Good luck OP, I really hope you get them back!

aloris · 16/06/2023 03:14

Oh hahaha. Sorry. 3 am there.

Zarataralara · 16/06/2023 03:31

My friend’s dc decided to supplement their pocket money so took a few toys and mum’s diamond engagement ring to the local playground and held a 50p per item sale. ( parents got the ring back as luckily dc remembered who bought it)

Marmaladesarnie · 16/06/2023 04:05

A bit older than 5, my “boyfriend” gave me a ring with a sparkly green stone and a small teddy bear. I put the ring on the bears arm and forgot all about it.
Years later my mum sorted through an old box of stuffed toys and found it. She could tell it was obviously valuable and we returned it to the boys mum. Turned out to have been a family heirloom and fairly valuable ring that she had been besides herself the whole time thinking she had lost it.

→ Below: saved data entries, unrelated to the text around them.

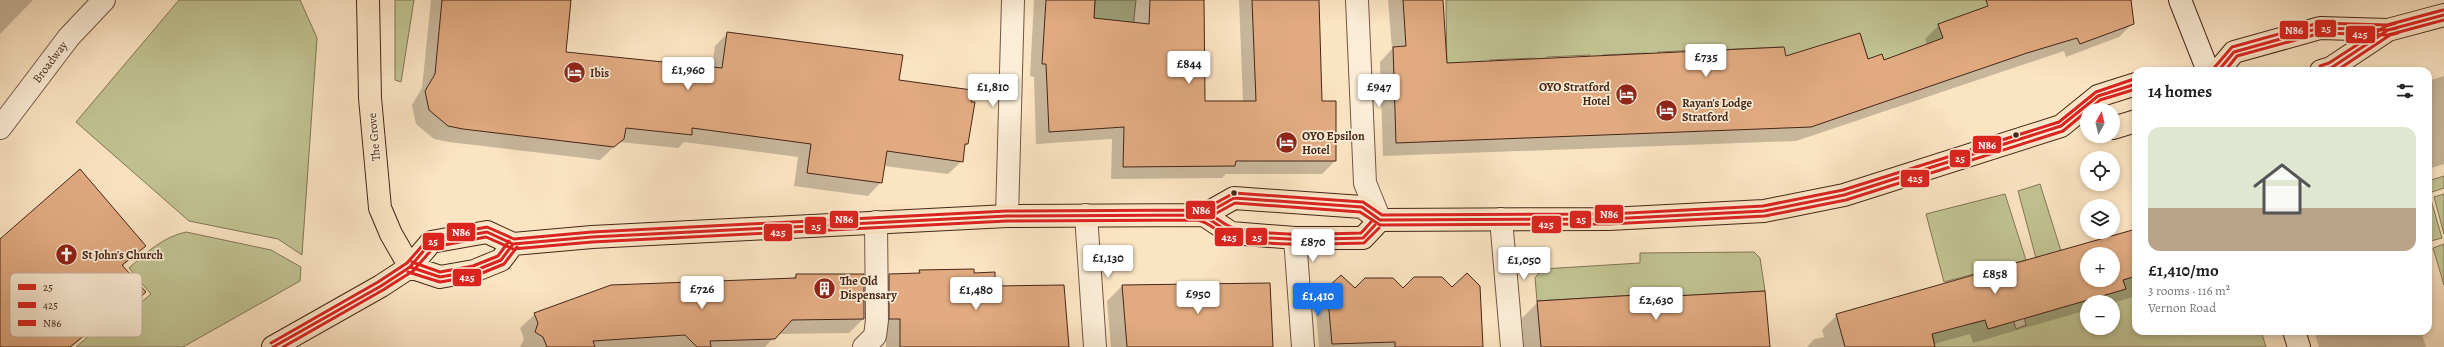 <!DOCTYPE html>
<html lang="en">
<head>
<meta charset="utf-8">
<style>
	:root { --surface:#fff; --page:#f2f2f2; --text:#222; --muted:#767676; --line:#e0e0e0; --accent:#1a73e8 }
	body { margin:0; font-family:Alegreya,serif; background:var(--page); color:var(--text); height:100vh; display:flex; flex-direction:column; font-size:15px; white-space:nowrap }
	* { box-sizing:border-box; margin:0 }
	p { font-size:13px; color:var(--muted) }
	.icon { flex:none; width:22px; height:22px; fill:none; stroke:currentColor; stroke-width:2; stroke-linecap:round; stroke-linejoin:round }
	.map { position:relative; flex:1; overflow:hidden }
	.details { position:absolute; left:2132px; top:67px; width:300px; height:268px; display:flex; flex-direction:column; background:var(--surface); border-radius:12px; box-shadow:0 2px 6px #0003 }
	.details>* { flex:none }
	.needle { width:26px; rotate:8deg }
	.controls { position:absolute; left:2080px; top:103px; display:grid; gap:8px }
	.controls a { display:grid; place-items:center; width:40px; height:40px; border-radius:50%; background:var(--surface); box-shadow:0 2px 6px #0003; font-size:20px }
	.price { position:absolute; translate:-50% -34px; padding:0 9px; border-radius:4px; background:#fff; color:#222; font-size:13px; line-height:26px; filter:drop-shadow(0 1px 2px #0008) }
	.price::after { content:''; position:absolute; left:50%; top:24px; width:12px; height:9px; margin-left:-6px; background:inherit; clip-path:polygon(0 0,100% 0,50% 100%) }
	.price.on { background:var(--accent); color:#fff }
	ul { padding:0; list-style:none }
	li { display:grid; align-content:center; gap:8px; height:212px; padding:0 16px }
	li+li { border-top:1px solid var(--line) }
	li span { display:grid; place-items:center; height:124px; border-radius:12px; color:#555 }
	li>.icon { margin-inline-start:auto }
	span .icon { width:72px; height:72px; fill:#fffc; stroke-width:1 }
	li b { font-size:17px }
	h2 { display:flex; justify-content:space-between; align-items:center; height:48px; padding:0 16px; font-size:17px }
	.map>svg:first-child { display:block }
	.green { fill:#c1c392; stroke:#837456; fill-rule:evenodd }
	.shadow { fill:#0003; fill-rule:evenodd }
	.building { fill:#e1aa81; stroke:#452619; fill-rule:evenodd }
	.lines { fill:none; stroke-linecap:round; stroke-linejoin:round }
	.street-casing { stroke:#725643; stroke-width:24 }
	.secondary-casing { stroke:#452619; stroke-width:24 }
	.primary-casing { stroke:#452619; stroke-width:24 }
	.street { stroke:#fcedd7; stroke-width:22 }
	.secondary { stroke:#fcedd7; stroke-width:22 }
	.primary { stroke:#fbe4c2; stroke-width:22 }
	.bus-1-casing { stroke:#fcedd7; stroke-width:6 }
	.bus-2-casing { stroke:#fcedd7; stroke-width:6 }
	.bus-3-casing { stroke:#fcedd7; stroke-width:6 }
	.bus-1 { stroke:#dc241f; stroke-width:3 }
	.bus-2 { stroke:#dc241f; stroke-width:3 }
	.bus-3 { stroke:#dc241f; stroke-width:3 }
	.bus-dot { fill:#452619; stroke:#fcedd7; stroke-width:1.5 }
	.labels { text-anchor:middle; dominant-baseline:central; stroke-width:3.5; stroke-linejoin:round; paint-order:stroke }
	.street-label { font-size:12px; fill:#452619; stroke:#fcedd7 }
	.poi-label { font-size:12px; font-weight:bold; fill:#452619; stroke:#fcedd7; text-anchor:start }
	.key { fill:#fcedd7; stroke:#c5b19e; stroke-width:1 }
	.key-label { font-size:11px; fill:#452619 }
	.line-badge { stroke:#fcedd7; stroke-width:1.5 }
	.badge-label { font-size:11px; text-anchor:middle; font-weight:bold; fill:#fff }
</style>
</head>
<body>
<div class="map">
<svg width="2444" height="347" viewBox="0 0 2444 347">
	<rect width="100%" height="100%" fill="#fbe4c2"/>
	<filter id="stains"><feTurbulence type="fractalNoise" baseFrequency=".005" numOctaves="4"/><feColorMatrix values="0 0 0 0 .2 0 0 0 0 .09 0 0 0 0 .02 0 0 0 .5 -.17"/></filter>
	<radialGradient id="worn" r=".72"><stop offset=".6" stop-color="#630" stop-opacity="0"/><stop offset="1" stop-color="#630" stop-opacity=".3"/></radialGradient>
	<path class="green" d="M179 0H300L317 38 302 255 278 239 189 221 76 122Z
		M395 0H414L401 82 395 80Z
		M1095 0H1136L1129 66 1094 18Z
		M1446 0H1999L1995 23 1938 24 1945 42 1884 60 1868 59 1860 34 1810 126 1805 127 1783 47 1715 50 1716 86H1703L1702 50 1658 52 1659 88H1648L1647 53 1603 55 1604 90 1591 91 1590 55 1547 57 1548 92 1536 93 1535 58 1490 60 1491 95 1447 81Z
		M2444 176V188L2429 193 2442 238 2431 241 2428 231V181Z
		M2040 184 2061 251 2036 258 2018 191Z
		M2005 194 2026 260 1944 282 1926 214Z
		M2444 194V234L2434 197Z
		M186 232 271 250 301 267 300 281 183 347H76L118 311 124 317 151 294 129 268C147 252 163 237 186 232Z
		M2444 244V285L2433 248Z
		M1754 252 1760 258 1765 291 1638 298 1637 295 1537 301 1535 278 1542 269 1640 263V253Z
		M2136 276V331H2261L2266 347H1935L1931 330 1969 320 1971 324 1985 320 1988 329 1999 326 1997 317 2011 312 2016 329 2026 325 2022 309 2039 314 2126 289 2123 280ZM2087 302H2113V328H2087Z"/>
	<path class="shadow" d="M0 0H33L0 34Z
		M431 0H570L565 53 712 68 715 46 728 33 898 81 967 144 963 148 962 161 948 174 884 166 881 182 868 196 794 186 798 157 684 142 678 148 619 142 600 160 449 142 434 139 416 124 412 105 422 88Z
		M1034 0H1203L1204 102H1243L1239 0H1318L1321 102 1335 161 1322 174H1226L1222 178 1111 179 1112 139 1036 144 1034 77 1030 76Z
		M1381 0H1442L1446 64 1785 58 1883 61 1927 45 1925 39 1939 25 2002 0H2130L2133 23 2119 37 2066 57 2064 51 1796 141 1383 156 1380 62 1392 49 1388 0Z
		M2444 76V164L2428 169V81Z
		M2136 229V296L2113 303 2087 302V310L1973 343 1970 334 1934 344V347H1807L1814 339 1824 337 1822 330 1837 315ZM2087 254H2113V280H2087Z
		M0 240 144 246 122 267 145 292 110 325 105 319 72 347H0Z
		M920 271 973 274 994 287 1068 347H886V333L875 289 889 275 916 274Z
		M796 275H863V319L849 333 777 334 765 347H520L524 339 520 328 535 314 792 279Z
		M1122 286 1272 347H1111L1107 301Z
		M1328 289H1403L1482 347H1319L1315 301Z
		M1637 299 1769 347H1524L1522 318 1538 302Z
		M2314 331H2421L2426 347H2319Z"/>
	<path class="building" d="M442 0H571L566 52 722 68 727 32 903 55 899 80 972 90 971 102H975L968 144H965L963 162 887 151 882 183 807 173 811 144 692 128V135L626 128 624 139 614 147 463 129 448 126 429 110 425 91 435 74Z
		M1046 0H1095L1094 18 1149 24 1150 0H1204L1205 101H1256L1252 0H1319L1322 101H1336V161H1236L1235 166 1123 167 1124 127 1049 132 1046 64H1042Z
		M1403 0H1443L1447 63 1784 47 1786 56 1860 33 1868 59 1882 54 1884 60 1943 38 1938 24 1988 6 1986 0H2131L2134 24 2080 44 2077 38 2027 53 1811 127 1396 143 1393 47 1406 46Z
		M80 169 146 246 122 265 146 292 127 309 122 304 70 347H0V239Z
		M2136 229V276L2123 280 2126 289 1988 329 1985 320 1932 334 1935 347H1845L1836 314ZM2087 254H2113V280H2087Z
		M974 269V273L995 272V286L1064 285 1069 347H900V319H889V274L920 273 919 270Z
		M1467 273 1480 286 1483 347H1395V342L1332 344 1327 288 1341 275 1355 288 1365 278H1393L1403 288 1414 277H1442L1452 287Z
		M796 274H864V319L792 320 775 339 710 341 711 347H697L685 335 593 341 595 347H547L543 337 535 332 538 323 534 313 611 285 796 278Z
		M1270 283 1273 347H1127L1122 285Z
		M1765 291 1770 347H1541L1537 301 1637 295 1638 298Z"/>
	<g class="lines">
		<defs>
			<path id="street" d="M1357 0 1365 183 1380 220
				M0 128 69 37 104 0
				M1086 215 1095 347
				M1007 216 1013 0
				M1501 219 1512 347
				M1295 238 1303 347
				M864 347 875 336 877 320 876 222"/>
			<path id="secondary" d="M2180 0 2208 71
				M2294 331 2299 347"/>
			<path id="primary" d="M368 0 370 98 380 208 391 234 410 267
				M2218 71 2234 52 2320 28 2388 30 2444 15
				M2321 71 2331 68 2388 30
				M2113 128 2136 121
				M1204 215 1231 233 1295 238H1363L1380 220
				M410 267 440 277 474 271 501 260 513 244
				M273 347 381 286 410 267 431 242 487 232 513 244 592 237 1007 216 1204 215 1234 198 1362 207 1380 220 1609 219 1764 211 1844 195 2061 126 2098 96 2136 84"/>
		</defs>
		<use href="#street" class="street-casing"/>
		<use href="#secondary" class="secondary-casing"/>
		<use href="#primary" class="primary-casing"/>
		<use href="#street" class="street"/>
		<use href="#secondary" class="secondary"/>
		<use href="#primary" class="primary"/>
		<defs>
			<path id="bus-1" d="M2218 71 2234 52 2320 28 2388 30 2444 15
				M2321 71 2331 68 2388 30 2397 28
				M1198 215C1212 217 1220 230 1233 233 1275 242 1320 239 1363 238L1375 225
				M410 267 440 277 474 271 501 260 513 244
				M273 347 381 286 410 267 431 242 487 232 513 244 592 237 1007 216 1204 215 1234 198 1362 207 1380 220 1609 219 1764 211 1844 195 2061 126 2098 96 2136 84"/>
			<path id="bus-2" d="M2225 71 2237 56 2321 33 2388 35 2444 20
				M2336 71 2390 35 2398 33
				M2089 110 2100 100 2136 89
				M1197 220C1211 222 1219 235 1232 238 1275 247 1320 244 1364 243L1379 228
				M408 272 440 282 475 276 504 264 517 247
				M283 347 383 290 413 271 434 247 486 237 513 249 592 242 1007 221 1204 220 1235 203 1360 212 1380 225 1609 224 1765 216 1846 200 2063 131 2087 111"/>
			<path id="bus-3" d="M2320 66 2329 63 2386 26 2396 23
				M2214 68 2232 47 2319 23 2387 25 2443 10
				M1199 210C1213 212 1221 225 1234 228 1275 237 1319 234 1361 233L1371 222
				M412 262 440 272 473 266 498 256 509 241
				M271 343 378 282 407 263 429 238 487 227 514 239 592 232 1007 211 1203 210 1234 193 1363 202 1382 215 1609 214 1763 206 1843 190 2059 122 2096 92 2134 79"/>
		</defs>
		<use href="#bus-1" class="bus-1-casing"/>
		<use href="#bus-2" class="bus-2-casing"/>
		<use href="#bus-3" class="bus-3-casing"/>
		<use href="#bus-1" class="bus-1"/>
		<use href="#bus-2" class="bus-2"/>
		<use href="#bus-3" class="bus-3"/>
	</g>
	<defs>
		<symbol id="hotel-disc" viewBox="-11 -11 22 22"><circle r="9.5" fill="#8f2418" stroke="#fcedd7"/><path d="M-6-4.5h1.5V1H6V5H4.5V3h-9V5H-6ZM-4 0a1.8 1.8 0 1 1 3.6 0ZM.5 0V-2.5h3Q6-2.5 6 0Z" fill="#fff"/></symbol>
		<symbol id="church-disc" viewBox="-11 -11 22 22"><circle r="9.5" fill="#8f2418" stroke="#fcedd7"/><path d="M-1.2-6h2.4v3.5h3.3v2.4h-3.3V6h-2.4V-.1h-3.3v-2.4h3.3Z" fill="#fff"/></symbol>
		<symbol id="building-disc" viewBox="-11 -11 22 22"><circle r="9.5" fill="#8f2418" stroke="#fcedd7"/><path d="M-4-6H4V6H1V3H-1V6H-4ZM-2.5-4.3h1.7v1.8h-1.7ZM.8-4.3h1.7v1.8H.8ZM-2.5-1h1.7V.8h-1.7ZM.8-1h1.7V.8H.8Z" fill="#fff"/></symbol>
	</defs>
	<g fill-rule="evenodd">
		<use href="#hotel-disc" x="562" y="60" width="25" height="25"/>
		<use href="#hotel-disc" x="1614" y="82" width="25" height="25"/>
		<use href="#hotel-disc" x="1654" y="98" width="25" height="25"/>
		<use href="#hotel-disc" x="1274" y="130" width="25" height="25"/>
		<use href="#church-disc" x="54" y="242" width="25" height="25"/>
		<use href="#building-disc" x="812" y="276" width="25" height="25"/>
	</g>
	<g class="bus-dot">
		<circle cx="2016" cy="135" r="3.5"/>
		<circle cx="1234" cy="193" r="3.5"/>
	</g>
	<g class="labels">
		<g class="street-label">
			<text transform="translate(50 62) rotate(-53)">Broadway</text>
			<text transform="translate(374 137) rotate(-95)">The Grove</text>
		</g>
		<g class="poi-label">
			<text x="590" y="73">Ibis</text>
			<text x="1610" y="87" text-anchor="end">OYO Stratford<tspan x="1610" dy="14">Hotel</tspan></text>
			<text x="1682" y="103">Rayan's Lodge<tspan x="1682" dy="14">Stratford</tspan></text>
			<text x="1302" y="136">OYO Epsilon<tspan x="1302" dy="14">Hotel</tspan></text>
			<text x="82" y="255">St John's Church</text>
			<text x="840" y="281">The Old<tspan x="840" dy="14">Dispensary</tspan></text>
		</g>
	</g>
	<rect x="10" y="273" width="132" height="64" rx="6" class="key"/>
	<rect x="18" y="284" width="18" height="6" fill="#dc241f"/>
	<rect x="18" y="302" width="18" height="6" fill="#dc241f"/>
	<rect x="18" y="320" width="18" height="6" fill="#dc241f"/>
	<g class="key-label">
		<text x="43" y="291">25</text>
		<text x="43" y="309">425</text>
		<text x="43" y="327">N86</text>
	</g>
	<g class="line-badge">
		<rect x="2314" y="19" width="23" height="19" rx="4" fill="#dc241f"/>
		<rect x="2279" y="20" width="30" height="20" rx="4" fill="#dc241f"/>
		<rect x="2345" y="25" width="31" height="19" rx="4" fill="#dc241f"/>
		<rect x="1972" y="135" width="30" height="19" rx="4" fill="#dc241f"/>
		<rect x="1949" y="149" width="22" height="19" rx="4" fill="#dc241f"/>
		<rect x="1900" y="169" width="30" height="19" rx="4" fill="#dc241f"/>
		<rect x="1185" y="200" width="31" height="20" rx="4" fill="#dc241f"/>
		<rect x="1594" y="204" width="30" height="20" rx="4" fill="#dc241f"/>
		<rect x="1569" y="210" width="23" height="19" rx="4" fill="#dc241f"/>
		<rect x="829" y="210" width="30" height="19" rx="4" fill="#dc241f"/>
		<rect x="1531" y="215" width="31" height="19" rx="4" fill="#dc241f"/>
		<rect x="804" y="216" width="23" height="19" rx="4" fill="#dc241f"/>
		<rect x="446" y="222" width="30" height="20" rx="4" fill="#dc241f"/>
		<rect x="763" y="223" width="30" height="19" rx="4" fill="#dc241f"/>
		<rect x="1245" y="227" width="23" height="19" rx="4" fill="#dc241f"/>
		<rect x="1214" y="227" width="30" height="20" rx="4" fill="#dc241f"/>
		<rect x="422" y="232" width="23" height="19" rx="4" fill="#dc241f"/>
		<rect x="452" y="268" width="30" height="19" rx="4" fill="#dc241f"/>
	</g>
	<g class="badge-label">
		<text x="2326" y="32">25</text>
		<text x="2294" y="34">N86</text>
		<text x="2360" y="38">425</text>
		<text x="1987" y="149">N86</text>
		<text x="1960" y="162">25</text>
		<text x="1915" y="182">425</text>
		<text x="1201" y="214">N86</text>
		<text x="1609" y="218">N86</text>
		<text x="1581" y="223">25</text>
		<text x="844" y="223">N86</text>
		<text x="1546" y="228">425</text>
		<text x="816" y="230">25</text>
		<text x="461" y="236">N86</text>
		<text x="778" y="236">425</text>
		<text x="1257" y="241">25</text>
		<text x="1229" y="241">425</text>
		<text x="433" y="245">25</text>
		<text x="467" y="281">425</text>
	</g>
	<rect width="100%" height="100%" filter="url(#stains)"/>
	<rect width="100%" height="100%" fill="url(#worn)"/>
</svg>
<div class="controls">
<a><svg class="needle" viewBox="-14 -14 28 28"><path d="M0-13l5 13h-10z" fill="#e53935"/><path d="M0 13l5-13h-10z" fill="#767676"/></svg></a>
<a><svg class="icon" aria-label="locate" viewBox="0 0 24 24"><circle cx="12" cy="12" r="6"/><path d="M12 2v4M12 18v4M2 12h4M18 12h4"/></svg></a>
<a><svg class="icon" aria-label="layers" viewBox="0 0 24 24"><path d="M12 4l9 5-9 5-9-5zM3 14l9 5 9-5"/></svg></a>
<a>+</a>
<a>−</a>
</div>
<b class="price" style="left:1706px;top:78px">£735</b>
<b class="price" style="left:1189px;top:85px">£844</b>
<b class="price" style="left:688px;top:91px">£1,960</b>
<b class="price" style="left:993px;top:108px">£1,810</b>
<b class="price" style="left:1379px;top:108px">£947</b>
<b class="price" style="left:1313px;top:263px">£870</b>
<b class="price" style="left:1108px;top:279px">£1,130</b>
<b class="price" style="left:1524px;top:281px">£1,050</b>
<b class="price" style="left:1995px;top:295px">£858</b>
<b class="price" style="left:702px;top:310px">£726</b>
<b class="price" style="left:976px;top:311px">£1,480</b>
<b class="price" style="left:1198px;top:315px">£950</b>
<b class="price on" style="left:1318px;top:317px">£1,410</b>
<b class="price" style="left:1656px;top:321px">£2,630</b>
<section class="details">
<h2>14 homes<svg class="icon" aria-label="filters" viewBox="0 0 24 24"><path d="M4 7h16M4 17h16"/><circle cx="9" cy="7" r="2"/><circle cx="15" cy="17" r="2"/></svg></h2>
<ul>
<li><span style="background:linear-gradient(#dfe7d0 65%,#b9a48a 0)"><svg class="icon" aria-label="home" viewBox="0 0 24 24"><path d="M3 11l9-7 9 7M6 9v11h12V9"/></svg></span><div><b>£1,410/mo</b><p>3 rooms · 116 m²</p><p>Vernon Road</p></div></li>
</ul>
</section>
</div>
</body>
</html>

MayThe4th · 16/06/2023 04:22

Definitely ring and ask for them back.

And make your bedroom off limits.

sashh · 16/06/2023 04:27

GeorgiaGirl52 · 16/06/2023 01:36

This isn't that unusual and it isn't seen by them as stealing - it is sharing or giving a gift. As a school counselor, I followed up on many phone calls "Would you check Child A's book bag for my (ring, car keys, wallet, etc.?) Once had to phone a parent and ask "Did you know your daughter (12 year old) walked to school in a full-length white satin wedding dress?" You likely heard the scream in the UK. Mother did not know and the dress was the older sister's and the wedding had not happened yet. Younger sister just wanted to share the beauty of the dress with her friends who didn't believe she was in the wedding.

That's wonderful. Poor mum and older sister.

OP

It's not new, at the start of WWII my Nana bought a shoebox full of chocolate to give to my dad a bar on his birthday or at Xmas.

My dad found it and 'played shop keeper' by handing it out to the children on the street.